▶ PROBLEM STATEMENT
From the listing below, copy each line where "bottom" occurs.

▼

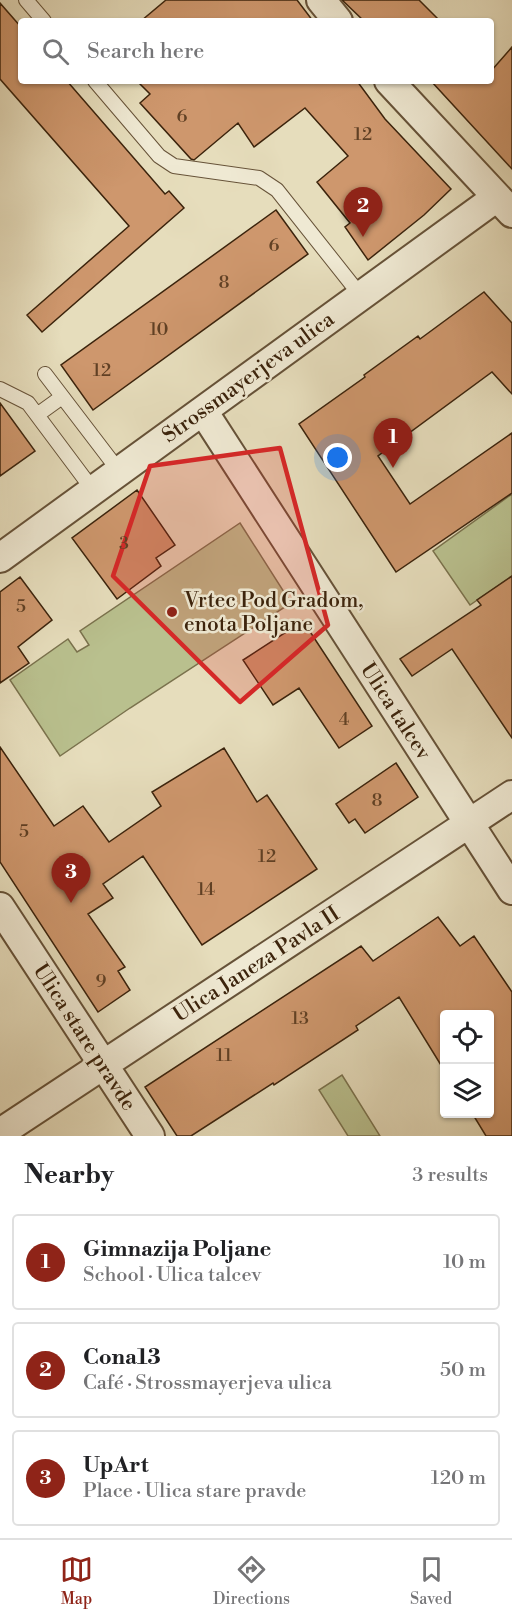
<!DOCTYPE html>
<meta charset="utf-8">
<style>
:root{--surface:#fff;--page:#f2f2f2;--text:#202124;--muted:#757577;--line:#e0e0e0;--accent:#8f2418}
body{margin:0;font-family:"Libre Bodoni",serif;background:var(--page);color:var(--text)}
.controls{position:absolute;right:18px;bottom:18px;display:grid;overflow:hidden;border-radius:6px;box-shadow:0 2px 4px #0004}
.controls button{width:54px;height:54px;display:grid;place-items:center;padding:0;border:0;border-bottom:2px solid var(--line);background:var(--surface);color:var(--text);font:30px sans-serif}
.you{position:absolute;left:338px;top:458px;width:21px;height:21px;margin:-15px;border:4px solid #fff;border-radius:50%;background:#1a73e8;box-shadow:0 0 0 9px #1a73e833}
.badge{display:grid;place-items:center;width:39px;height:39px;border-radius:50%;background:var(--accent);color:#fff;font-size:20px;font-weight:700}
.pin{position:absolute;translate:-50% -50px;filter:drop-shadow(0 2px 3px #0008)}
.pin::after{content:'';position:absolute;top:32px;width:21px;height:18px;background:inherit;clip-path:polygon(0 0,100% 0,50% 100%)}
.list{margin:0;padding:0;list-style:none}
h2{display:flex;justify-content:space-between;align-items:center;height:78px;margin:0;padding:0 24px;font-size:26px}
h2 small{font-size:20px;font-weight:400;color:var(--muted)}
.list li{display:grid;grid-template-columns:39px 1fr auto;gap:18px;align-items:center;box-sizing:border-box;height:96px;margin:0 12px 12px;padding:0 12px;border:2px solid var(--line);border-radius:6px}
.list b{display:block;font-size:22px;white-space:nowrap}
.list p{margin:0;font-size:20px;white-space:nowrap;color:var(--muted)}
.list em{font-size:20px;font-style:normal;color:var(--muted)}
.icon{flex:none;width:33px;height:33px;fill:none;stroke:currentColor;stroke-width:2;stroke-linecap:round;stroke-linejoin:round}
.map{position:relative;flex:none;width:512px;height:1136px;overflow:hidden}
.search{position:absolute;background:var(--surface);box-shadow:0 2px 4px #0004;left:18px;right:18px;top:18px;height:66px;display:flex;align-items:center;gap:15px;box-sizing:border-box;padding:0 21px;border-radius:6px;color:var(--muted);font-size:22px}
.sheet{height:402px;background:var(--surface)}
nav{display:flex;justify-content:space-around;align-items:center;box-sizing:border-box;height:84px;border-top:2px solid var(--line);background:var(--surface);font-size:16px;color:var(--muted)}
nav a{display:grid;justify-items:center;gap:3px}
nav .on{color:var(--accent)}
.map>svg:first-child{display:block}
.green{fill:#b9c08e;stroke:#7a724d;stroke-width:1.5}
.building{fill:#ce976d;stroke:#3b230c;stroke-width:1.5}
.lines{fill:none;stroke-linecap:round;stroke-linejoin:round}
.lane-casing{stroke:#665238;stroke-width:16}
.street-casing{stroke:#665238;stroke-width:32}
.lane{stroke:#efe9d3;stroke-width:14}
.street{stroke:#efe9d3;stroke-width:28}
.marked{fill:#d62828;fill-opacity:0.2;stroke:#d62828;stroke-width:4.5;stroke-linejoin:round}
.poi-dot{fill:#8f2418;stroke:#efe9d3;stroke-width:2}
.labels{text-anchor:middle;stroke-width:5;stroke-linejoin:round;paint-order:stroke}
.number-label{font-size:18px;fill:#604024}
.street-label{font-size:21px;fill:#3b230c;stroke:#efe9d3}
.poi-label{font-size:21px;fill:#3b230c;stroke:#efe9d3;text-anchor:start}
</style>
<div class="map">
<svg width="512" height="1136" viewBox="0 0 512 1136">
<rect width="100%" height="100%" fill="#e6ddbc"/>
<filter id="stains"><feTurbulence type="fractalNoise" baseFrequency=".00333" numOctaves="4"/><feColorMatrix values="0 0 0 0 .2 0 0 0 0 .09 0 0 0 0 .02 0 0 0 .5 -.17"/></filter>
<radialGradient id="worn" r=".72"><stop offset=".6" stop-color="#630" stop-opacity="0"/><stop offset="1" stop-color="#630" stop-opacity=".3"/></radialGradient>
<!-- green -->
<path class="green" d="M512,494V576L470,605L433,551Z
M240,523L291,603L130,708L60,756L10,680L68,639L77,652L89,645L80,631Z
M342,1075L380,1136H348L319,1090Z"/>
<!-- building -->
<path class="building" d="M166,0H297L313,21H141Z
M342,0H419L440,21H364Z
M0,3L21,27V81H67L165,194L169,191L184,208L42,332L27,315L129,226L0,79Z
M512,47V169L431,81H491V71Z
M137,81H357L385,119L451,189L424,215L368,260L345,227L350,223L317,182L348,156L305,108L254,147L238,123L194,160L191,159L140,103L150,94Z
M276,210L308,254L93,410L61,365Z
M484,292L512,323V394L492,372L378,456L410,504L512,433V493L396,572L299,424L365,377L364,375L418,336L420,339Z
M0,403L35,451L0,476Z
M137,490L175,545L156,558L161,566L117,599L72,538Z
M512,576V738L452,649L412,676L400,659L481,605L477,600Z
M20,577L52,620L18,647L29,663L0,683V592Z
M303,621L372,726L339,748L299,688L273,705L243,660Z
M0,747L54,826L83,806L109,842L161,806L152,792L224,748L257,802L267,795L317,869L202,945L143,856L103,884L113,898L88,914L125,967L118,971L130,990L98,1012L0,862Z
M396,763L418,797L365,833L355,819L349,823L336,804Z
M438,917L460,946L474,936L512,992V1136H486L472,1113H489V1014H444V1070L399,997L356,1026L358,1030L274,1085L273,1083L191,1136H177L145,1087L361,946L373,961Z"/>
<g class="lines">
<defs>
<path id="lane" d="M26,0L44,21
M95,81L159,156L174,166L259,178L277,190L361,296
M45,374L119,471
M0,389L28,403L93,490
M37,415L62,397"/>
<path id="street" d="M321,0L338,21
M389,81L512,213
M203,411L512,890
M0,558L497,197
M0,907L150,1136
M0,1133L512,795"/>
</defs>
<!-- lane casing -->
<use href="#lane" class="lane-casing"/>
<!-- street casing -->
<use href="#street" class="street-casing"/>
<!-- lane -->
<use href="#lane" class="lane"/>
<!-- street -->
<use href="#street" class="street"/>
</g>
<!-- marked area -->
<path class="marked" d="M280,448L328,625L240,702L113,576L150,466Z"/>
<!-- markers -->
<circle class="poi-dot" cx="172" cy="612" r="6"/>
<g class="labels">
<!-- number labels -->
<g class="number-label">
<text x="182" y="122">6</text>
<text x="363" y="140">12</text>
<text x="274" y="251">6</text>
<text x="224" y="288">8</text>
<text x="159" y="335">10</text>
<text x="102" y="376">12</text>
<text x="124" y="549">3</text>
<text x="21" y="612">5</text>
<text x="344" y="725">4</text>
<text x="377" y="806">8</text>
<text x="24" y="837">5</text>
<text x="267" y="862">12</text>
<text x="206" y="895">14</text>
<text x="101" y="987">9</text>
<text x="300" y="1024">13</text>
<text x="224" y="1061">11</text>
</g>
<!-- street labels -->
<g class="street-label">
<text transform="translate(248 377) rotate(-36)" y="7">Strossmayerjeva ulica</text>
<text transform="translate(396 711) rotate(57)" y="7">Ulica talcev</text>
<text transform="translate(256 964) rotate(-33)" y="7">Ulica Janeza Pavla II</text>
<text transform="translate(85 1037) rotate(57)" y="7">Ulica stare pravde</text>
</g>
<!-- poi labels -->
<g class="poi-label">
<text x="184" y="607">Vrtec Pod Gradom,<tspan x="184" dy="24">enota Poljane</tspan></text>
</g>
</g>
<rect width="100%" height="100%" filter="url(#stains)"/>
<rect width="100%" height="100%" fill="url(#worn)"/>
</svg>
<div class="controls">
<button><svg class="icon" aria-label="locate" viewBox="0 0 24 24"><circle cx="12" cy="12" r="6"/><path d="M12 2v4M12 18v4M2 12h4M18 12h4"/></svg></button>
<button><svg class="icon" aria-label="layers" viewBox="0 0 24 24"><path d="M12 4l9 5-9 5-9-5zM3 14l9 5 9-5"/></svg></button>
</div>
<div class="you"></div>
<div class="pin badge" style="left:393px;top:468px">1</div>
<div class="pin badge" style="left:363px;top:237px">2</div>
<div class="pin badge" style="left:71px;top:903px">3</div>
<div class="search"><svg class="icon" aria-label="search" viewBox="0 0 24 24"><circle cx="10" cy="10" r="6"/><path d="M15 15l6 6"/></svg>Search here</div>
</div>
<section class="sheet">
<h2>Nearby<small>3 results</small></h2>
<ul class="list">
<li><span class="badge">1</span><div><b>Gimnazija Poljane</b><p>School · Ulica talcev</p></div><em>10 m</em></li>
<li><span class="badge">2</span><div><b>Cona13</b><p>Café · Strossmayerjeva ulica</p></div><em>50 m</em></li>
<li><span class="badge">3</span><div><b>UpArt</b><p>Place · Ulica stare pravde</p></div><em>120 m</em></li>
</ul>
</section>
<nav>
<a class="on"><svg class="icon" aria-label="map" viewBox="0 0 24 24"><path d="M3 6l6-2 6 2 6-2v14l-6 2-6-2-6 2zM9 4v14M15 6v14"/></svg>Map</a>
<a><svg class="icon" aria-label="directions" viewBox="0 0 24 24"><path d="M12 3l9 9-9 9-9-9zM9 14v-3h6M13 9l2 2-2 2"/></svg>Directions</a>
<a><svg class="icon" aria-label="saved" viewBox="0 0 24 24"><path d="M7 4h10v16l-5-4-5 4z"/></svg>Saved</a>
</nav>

▲

▶ SOLUTION
.controls{position:absolute;right:18px;bottom:18px;display:grid;overflow:hidden;border-radius:6px;box-shadow:0 2px 4px #0004}
.controls button{width:54px;height:54px;display:grid;place-items:center;padding:0;border:0;border-bottom:2px solid var(--line);background:var(--surface);color:var(--text);font:30px sans-serif}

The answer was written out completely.